Was ist das Schönste für Sie an diesem Lebensentwurf?

Ich habe meine Leidenschaft zu meinem Beruf gemacht. Ich empfinde es als ein Privileg, morgens nicht das Gefühl zu haben, einfach nur zur Arbeit zu gehen.

Jana Marie Schwarz

Förderprogramm

Deutschlandstipendium

Förderzeitraum

2016 bis 2019

Fachgebiet

Humanmedizin, Translational Genomics

Institution

Charité – Universitätsmedizin Berlin

 

Seit 2015

Zweitstudium der Humanmedizin an der Charité – Universitätsmedizin Berlin

Seit 2013

Wissenschaftliche Mitarbeiterin an der Charité – Universitätsmedizin Berlin im Exzellenzcluster NeuroCure und der Arbeitsgruppe "Translational Genomics"

2009 bis 2013

Naturwissenschaftliche Promotion im Fachbereich Biologie, Chemie, Pharmazie an der Freien Universität Berlin

Es ist nicht so, dass ich keine anderen Interessen habe, aber ich war schon immer zielstrebig und habe lieber einen vollen Tag als Langeweile. Allerdings ist diese Zufriedenheit erst so richtig durch das neue Studium gekommen. Mittlerweile bearbeite ich auch zunehmend Projekte mit mehr Patientenbezug, was meine Zufriedenheit nochmal steigert.

Was braucht man außer Mut, um unkonventionelle Wege zu gehen?

Ich sage mal: Etwas Willen zum Wahnsinn (lacht). Wenn man wirklich von etwas überzeugt ist, muss man es eben versuchen. Sonst wirft man sich den Rest des Lebens vor, es nicht versucht zu haben. Natürlich gibt es keine Garantie, dass alles so funktioniert wie geplant. Man muss schon für den Schritt ins Ungewisse gemacht sein. Die Förderung durch die Stiftung Charité verstehe ich als Anerkennung für einen etwas ungewöhnlichen Lebensweg. Andererseits ist sie natürlich eine finanzielle Unterstützung im Alltag und sorgt dafür, dass ich von gewissen Aufgaben entlastet bin. 

Was genau fasziniert Sie an Ihrem Forschungsgebiet?
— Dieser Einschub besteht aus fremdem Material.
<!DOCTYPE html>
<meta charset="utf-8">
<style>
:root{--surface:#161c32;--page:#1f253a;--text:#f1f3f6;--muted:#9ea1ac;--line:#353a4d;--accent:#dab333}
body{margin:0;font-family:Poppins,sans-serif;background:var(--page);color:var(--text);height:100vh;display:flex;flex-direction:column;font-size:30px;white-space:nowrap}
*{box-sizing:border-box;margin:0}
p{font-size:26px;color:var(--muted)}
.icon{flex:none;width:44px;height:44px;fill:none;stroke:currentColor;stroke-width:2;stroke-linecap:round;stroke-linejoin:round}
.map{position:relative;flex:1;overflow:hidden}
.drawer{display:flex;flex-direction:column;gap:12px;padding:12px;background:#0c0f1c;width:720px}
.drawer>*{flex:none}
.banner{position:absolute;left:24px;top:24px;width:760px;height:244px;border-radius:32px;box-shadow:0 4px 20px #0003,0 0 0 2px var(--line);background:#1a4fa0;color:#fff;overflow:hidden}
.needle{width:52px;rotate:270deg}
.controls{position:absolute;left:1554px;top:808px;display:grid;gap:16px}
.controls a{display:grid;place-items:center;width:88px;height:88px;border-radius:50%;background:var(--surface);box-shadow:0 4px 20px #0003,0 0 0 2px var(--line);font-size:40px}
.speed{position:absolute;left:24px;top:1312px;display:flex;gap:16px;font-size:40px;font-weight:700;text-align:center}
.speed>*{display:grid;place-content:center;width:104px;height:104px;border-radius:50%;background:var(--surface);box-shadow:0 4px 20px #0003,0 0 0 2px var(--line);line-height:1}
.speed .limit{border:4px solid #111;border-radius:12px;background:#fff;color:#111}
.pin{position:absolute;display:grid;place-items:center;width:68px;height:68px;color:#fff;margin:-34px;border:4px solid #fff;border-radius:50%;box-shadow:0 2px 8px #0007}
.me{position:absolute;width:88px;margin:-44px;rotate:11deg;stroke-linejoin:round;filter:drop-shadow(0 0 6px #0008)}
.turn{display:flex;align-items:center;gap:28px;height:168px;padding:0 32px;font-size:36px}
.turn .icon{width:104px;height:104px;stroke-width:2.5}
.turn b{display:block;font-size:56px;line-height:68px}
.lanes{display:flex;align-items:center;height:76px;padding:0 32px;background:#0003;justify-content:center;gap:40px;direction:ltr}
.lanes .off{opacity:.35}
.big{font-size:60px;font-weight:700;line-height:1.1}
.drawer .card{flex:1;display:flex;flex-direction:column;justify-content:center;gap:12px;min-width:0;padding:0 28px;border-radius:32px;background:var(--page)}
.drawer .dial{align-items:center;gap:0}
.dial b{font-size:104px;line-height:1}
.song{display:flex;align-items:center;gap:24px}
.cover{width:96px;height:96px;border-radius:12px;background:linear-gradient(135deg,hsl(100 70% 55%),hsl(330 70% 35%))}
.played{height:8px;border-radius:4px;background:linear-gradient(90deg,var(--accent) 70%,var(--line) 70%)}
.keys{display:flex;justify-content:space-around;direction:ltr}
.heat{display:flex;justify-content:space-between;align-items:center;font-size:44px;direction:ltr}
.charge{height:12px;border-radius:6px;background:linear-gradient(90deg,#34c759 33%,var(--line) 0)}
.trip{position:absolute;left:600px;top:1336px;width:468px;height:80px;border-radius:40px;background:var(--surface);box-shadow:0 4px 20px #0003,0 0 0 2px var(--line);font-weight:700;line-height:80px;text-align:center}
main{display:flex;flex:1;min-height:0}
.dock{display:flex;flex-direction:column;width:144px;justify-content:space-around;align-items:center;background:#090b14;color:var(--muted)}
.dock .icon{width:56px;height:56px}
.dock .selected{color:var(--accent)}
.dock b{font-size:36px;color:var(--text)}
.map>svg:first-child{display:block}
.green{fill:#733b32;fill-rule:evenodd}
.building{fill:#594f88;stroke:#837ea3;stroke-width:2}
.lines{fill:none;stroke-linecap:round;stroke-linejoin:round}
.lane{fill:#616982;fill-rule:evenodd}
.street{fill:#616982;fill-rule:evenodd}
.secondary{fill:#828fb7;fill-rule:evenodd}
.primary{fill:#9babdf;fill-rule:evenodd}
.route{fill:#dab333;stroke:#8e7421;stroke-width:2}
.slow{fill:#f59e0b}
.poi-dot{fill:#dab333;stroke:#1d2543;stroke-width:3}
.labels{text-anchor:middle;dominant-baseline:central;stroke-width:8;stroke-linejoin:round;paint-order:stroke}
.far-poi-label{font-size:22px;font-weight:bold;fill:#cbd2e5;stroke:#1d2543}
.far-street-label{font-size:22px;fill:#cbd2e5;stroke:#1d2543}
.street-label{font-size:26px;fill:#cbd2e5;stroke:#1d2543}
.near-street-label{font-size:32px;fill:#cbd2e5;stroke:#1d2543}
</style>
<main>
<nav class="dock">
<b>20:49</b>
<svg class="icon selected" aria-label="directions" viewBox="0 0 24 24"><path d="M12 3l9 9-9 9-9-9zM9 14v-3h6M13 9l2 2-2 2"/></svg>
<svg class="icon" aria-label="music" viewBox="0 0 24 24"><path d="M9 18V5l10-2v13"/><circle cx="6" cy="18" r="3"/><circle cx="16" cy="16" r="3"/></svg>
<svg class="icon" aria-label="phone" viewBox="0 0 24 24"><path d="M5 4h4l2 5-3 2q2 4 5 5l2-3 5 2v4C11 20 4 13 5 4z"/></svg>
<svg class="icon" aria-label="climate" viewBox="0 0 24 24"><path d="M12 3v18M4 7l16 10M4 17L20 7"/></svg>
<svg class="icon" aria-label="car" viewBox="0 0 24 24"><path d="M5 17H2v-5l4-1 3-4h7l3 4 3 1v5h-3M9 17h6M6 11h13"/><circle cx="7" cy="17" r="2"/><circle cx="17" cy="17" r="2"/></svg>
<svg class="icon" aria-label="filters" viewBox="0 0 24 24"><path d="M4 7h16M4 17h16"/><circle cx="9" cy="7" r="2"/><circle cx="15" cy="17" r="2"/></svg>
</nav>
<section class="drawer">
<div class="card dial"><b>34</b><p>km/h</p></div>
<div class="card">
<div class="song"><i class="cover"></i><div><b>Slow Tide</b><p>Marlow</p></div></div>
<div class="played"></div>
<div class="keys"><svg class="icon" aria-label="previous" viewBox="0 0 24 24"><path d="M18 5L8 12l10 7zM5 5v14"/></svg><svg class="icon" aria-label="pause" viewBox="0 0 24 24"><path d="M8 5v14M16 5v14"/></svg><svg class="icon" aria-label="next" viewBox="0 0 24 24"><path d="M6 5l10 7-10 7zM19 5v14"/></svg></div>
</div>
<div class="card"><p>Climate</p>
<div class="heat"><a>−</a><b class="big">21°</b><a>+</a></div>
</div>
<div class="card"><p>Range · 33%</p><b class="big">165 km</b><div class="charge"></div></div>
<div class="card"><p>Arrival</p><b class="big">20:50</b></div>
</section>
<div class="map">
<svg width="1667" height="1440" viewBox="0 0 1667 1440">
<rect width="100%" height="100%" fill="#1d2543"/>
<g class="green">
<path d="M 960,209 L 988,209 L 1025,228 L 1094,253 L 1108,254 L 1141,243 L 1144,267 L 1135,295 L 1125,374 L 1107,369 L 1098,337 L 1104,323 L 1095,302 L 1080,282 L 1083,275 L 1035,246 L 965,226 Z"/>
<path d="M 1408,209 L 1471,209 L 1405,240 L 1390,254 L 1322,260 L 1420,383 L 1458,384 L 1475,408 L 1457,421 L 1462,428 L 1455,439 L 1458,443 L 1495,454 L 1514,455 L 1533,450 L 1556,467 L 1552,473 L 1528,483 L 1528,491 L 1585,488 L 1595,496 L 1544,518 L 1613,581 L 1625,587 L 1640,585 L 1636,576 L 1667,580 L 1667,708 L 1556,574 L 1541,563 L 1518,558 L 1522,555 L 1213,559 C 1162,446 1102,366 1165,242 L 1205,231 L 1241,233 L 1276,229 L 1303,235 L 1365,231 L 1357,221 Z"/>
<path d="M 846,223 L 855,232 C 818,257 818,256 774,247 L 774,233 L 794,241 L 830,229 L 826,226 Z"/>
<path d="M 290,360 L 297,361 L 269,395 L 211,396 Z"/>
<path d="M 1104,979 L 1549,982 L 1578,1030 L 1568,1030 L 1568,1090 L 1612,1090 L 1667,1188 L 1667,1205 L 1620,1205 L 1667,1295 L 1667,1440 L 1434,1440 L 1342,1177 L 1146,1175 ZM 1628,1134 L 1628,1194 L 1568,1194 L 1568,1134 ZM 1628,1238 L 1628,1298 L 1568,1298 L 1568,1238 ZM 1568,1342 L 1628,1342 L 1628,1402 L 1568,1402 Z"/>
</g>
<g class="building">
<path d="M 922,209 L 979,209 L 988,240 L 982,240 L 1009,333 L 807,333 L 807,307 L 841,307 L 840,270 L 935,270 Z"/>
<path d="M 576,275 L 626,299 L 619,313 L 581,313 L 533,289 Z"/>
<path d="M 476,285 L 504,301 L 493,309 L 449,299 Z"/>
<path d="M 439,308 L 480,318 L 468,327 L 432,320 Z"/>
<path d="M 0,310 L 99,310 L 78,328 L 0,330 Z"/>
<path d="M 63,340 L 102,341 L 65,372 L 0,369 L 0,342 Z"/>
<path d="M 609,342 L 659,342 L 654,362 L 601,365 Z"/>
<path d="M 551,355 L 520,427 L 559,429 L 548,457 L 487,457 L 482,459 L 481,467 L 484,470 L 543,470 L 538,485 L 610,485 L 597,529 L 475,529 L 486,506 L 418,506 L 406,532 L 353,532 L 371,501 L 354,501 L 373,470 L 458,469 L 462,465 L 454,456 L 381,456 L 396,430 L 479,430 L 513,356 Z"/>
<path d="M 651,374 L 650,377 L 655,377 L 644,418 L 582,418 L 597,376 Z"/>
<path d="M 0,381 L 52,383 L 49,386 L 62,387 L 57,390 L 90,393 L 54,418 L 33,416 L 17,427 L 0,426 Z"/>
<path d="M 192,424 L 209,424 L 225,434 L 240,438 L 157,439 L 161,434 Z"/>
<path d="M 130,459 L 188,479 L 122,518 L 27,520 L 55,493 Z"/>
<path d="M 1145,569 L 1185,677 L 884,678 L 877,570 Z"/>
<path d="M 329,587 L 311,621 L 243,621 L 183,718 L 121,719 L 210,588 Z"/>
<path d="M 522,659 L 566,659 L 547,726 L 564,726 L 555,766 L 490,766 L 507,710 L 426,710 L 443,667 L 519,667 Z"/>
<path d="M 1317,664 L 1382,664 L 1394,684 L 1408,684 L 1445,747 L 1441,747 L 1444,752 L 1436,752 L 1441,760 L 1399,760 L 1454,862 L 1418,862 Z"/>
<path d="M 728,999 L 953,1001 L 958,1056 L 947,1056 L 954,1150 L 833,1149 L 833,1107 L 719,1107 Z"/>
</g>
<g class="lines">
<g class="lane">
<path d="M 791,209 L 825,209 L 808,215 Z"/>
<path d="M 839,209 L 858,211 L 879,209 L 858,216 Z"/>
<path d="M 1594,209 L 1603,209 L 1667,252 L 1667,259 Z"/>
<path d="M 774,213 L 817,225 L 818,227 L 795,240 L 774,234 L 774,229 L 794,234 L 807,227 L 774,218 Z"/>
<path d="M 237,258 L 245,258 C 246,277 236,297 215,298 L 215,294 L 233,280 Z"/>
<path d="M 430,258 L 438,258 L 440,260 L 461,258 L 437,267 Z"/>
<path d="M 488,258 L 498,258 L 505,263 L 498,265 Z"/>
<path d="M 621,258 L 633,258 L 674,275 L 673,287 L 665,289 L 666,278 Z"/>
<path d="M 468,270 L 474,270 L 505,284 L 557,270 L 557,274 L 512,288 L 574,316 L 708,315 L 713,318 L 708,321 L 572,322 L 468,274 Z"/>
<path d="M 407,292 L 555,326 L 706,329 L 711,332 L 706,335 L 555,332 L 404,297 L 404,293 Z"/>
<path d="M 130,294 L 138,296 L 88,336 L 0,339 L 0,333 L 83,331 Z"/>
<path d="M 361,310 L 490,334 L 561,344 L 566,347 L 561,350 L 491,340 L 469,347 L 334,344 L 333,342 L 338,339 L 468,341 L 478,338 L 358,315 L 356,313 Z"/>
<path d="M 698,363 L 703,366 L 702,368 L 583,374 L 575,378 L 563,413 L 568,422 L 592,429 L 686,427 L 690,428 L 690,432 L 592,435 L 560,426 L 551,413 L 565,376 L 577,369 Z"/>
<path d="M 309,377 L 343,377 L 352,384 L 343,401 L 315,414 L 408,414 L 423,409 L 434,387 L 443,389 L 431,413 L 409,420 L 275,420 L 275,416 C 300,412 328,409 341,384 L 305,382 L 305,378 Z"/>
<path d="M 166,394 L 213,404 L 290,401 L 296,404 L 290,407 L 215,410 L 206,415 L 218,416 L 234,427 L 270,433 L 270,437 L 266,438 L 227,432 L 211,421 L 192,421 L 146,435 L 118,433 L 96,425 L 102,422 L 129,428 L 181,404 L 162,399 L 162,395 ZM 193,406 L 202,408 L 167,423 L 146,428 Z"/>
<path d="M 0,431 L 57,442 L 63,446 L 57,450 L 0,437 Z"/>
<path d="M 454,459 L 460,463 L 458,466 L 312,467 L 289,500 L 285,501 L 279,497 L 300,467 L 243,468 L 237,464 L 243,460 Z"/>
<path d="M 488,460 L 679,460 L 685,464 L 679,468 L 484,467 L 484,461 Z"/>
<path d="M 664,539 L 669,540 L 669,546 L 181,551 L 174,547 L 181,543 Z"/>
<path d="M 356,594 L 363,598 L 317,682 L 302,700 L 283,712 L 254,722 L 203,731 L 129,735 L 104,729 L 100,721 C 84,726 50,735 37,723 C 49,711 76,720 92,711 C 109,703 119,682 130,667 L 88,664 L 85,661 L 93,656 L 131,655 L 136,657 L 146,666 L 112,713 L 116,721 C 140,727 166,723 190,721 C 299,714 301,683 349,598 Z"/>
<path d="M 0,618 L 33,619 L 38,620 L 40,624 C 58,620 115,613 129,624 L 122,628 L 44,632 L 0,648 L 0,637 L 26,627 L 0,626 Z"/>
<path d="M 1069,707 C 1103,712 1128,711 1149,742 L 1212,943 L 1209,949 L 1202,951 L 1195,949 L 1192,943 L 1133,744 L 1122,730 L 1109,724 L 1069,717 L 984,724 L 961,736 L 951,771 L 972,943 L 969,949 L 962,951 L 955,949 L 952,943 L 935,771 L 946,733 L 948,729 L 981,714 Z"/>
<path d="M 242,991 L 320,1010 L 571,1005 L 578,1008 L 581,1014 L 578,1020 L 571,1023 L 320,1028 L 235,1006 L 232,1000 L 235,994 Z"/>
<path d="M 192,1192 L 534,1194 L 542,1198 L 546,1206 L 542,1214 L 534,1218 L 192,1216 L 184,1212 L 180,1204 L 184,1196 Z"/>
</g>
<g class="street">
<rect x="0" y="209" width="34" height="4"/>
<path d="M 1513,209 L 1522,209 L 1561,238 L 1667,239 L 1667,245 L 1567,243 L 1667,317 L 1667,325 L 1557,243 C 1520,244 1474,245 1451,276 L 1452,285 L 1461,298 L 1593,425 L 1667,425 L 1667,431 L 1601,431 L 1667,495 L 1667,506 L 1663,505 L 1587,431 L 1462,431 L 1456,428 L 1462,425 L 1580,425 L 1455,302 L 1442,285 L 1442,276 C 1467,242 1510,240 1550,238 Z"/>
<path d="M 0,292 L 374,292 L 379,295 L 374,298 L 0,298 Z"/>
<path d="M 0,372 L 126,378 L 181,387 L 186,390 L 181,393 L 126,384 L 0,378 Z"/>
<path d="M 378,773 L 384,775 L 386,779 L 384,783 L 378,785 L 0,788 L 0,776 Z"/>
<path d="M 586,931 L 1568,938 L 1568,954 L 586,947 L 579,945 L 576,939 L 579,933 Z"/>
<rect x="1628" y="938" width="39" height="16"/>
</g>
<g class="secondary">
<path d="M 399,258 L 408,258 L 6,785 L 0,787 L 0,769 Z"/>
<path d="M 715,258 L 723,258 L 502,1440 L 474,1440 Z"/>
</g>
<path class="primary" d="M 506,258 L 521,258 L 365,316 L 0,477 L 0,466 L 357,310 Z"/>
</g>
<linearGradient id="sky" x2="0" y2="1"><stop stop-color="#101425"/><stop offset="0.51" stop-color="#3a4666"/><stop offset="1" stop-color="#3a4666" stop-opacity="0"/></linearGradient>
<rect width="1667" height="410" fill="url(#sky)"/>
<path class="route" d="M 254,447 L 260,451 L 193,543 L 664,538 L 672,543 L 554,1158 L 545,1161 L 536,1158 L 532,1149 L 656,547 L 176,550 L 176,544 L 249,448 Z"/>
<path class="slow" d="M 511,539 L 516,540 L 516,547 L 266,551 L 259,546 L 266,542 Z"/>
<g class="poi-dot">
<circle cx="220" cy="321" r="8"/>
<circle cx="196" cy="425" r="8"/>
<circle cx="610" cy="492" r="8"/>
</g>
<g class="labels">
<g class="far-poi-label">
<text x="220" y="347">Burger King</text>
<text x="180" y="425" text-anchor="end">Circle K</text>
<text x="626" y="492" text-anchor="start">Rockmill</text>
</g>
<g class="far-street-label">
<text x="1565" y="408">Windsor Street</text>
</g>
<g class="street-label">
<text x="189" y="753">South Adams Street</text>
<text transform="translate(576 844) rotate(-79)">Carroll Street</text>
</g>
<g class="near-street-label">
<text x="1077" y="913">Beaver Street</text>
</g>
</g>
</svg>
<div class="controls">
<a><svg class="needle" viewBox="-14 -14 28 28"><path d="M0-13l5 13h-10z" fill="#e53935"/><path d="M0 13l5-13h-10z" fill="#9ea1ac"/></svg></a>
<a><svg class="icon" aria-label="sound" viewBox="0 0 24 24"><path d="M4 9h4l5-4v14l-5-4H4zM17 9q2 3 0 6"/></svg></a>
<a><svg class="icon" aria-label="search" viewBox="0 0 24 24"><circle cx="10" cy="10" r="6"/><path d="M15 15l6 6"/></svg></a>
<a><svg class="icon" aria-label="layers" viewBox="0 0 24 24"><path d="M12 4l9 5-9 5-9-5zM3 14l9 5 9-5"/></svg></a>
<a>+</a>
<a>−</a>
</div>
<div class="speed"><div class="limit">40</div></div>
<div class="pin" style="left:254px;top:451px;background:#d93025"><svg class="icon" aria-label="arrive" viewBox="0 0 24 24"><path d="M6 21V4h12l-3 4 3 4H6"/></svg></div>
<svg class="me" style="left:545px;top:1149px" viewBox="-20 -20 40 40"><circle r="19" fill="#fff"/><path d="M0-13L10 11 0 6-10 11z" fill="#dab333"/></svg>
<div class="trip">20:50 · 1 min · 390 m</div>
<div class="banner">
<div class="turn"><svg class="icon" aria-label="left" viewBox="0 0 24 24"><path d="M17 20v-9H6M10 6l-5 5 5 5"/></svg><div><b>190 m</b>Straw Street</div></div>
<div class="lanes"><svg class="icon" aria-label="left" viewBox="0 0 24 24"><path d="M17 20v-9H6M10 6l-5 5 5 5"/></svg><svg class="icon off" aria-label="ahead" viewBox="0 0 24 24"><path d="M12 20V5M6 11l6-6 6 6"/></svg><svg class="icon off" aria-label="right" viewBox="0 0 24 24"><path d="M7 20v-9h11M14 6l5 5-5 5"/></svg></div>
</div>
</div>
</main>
Während eines Praktikums habe ich mich mit DNA Mutationen befasst und kam darüber in den Bereich der Bioinformatik. Zuerst dachte ich: Sequenzieren, wie langweilig! Doch die Bioinformatik dahinter stellte sich dann überraschend spannend heraus. Wir entwickelten ein Computerprogramm, um vorherzusagen, ob eine neu entdeckte Mutation eine Krankheit auslösen kann oder nicht. Die Erkenntnis, welche Patientenschicksale damit verbunden sind, war dann ausschlaggebend für mich. Bei einer einzelnen seltenen Erkrankung gibt es kein großes Patientenkollektiv wie bei den sogenannten Volkskrankheiten, aber es stecken immer ein Mensch und eine Geschichte dahinter.

Durch die Kombination von Bioinformatik und Medizin habe ich endlich das medizinische Wissen, um Symptome einzuordnen, und gleichzeitig das methodische Wissen, um die Daten bioinformatisch auszuwerten. Anhand dieser Kombination kann ich später eine Verdachtsdiagnose stellen, die Diagnostik durchführen, Daten auswerten und anschließend im Gespräch mit den Patienten eventuelle Optionen für ihre Therapie ausarbeiten. Mir ist es wichtig, mit Menschen zusammenzuarbeiten und nicht nur vor dem Computer zu sitzen.

Wo sehen Sie sich mit diesem Lebensentwurf in 30 Jahren?

Mein Traum wäre es, mich noch ein paar Jahre in der Forschung auszutoben. Nach Abschluss des Studiums möchte ich als Assistenzärztin in der Klinik arbeiten und später meinen Facharzt machen. Danach kann ich mir auch gut vorstellen, in einer Praxis angestellt zu sein. Für mich ist klar, dass ich als Ärztin arbeiten möchte. Ich studiere nicht nur, um großartige Studien durchzuführen. Ich möchte in 30 Jahren vielen Patienten zu einer Diagnose verholfen und sie ein Stück weit auf ihrem Weg begleitet haben.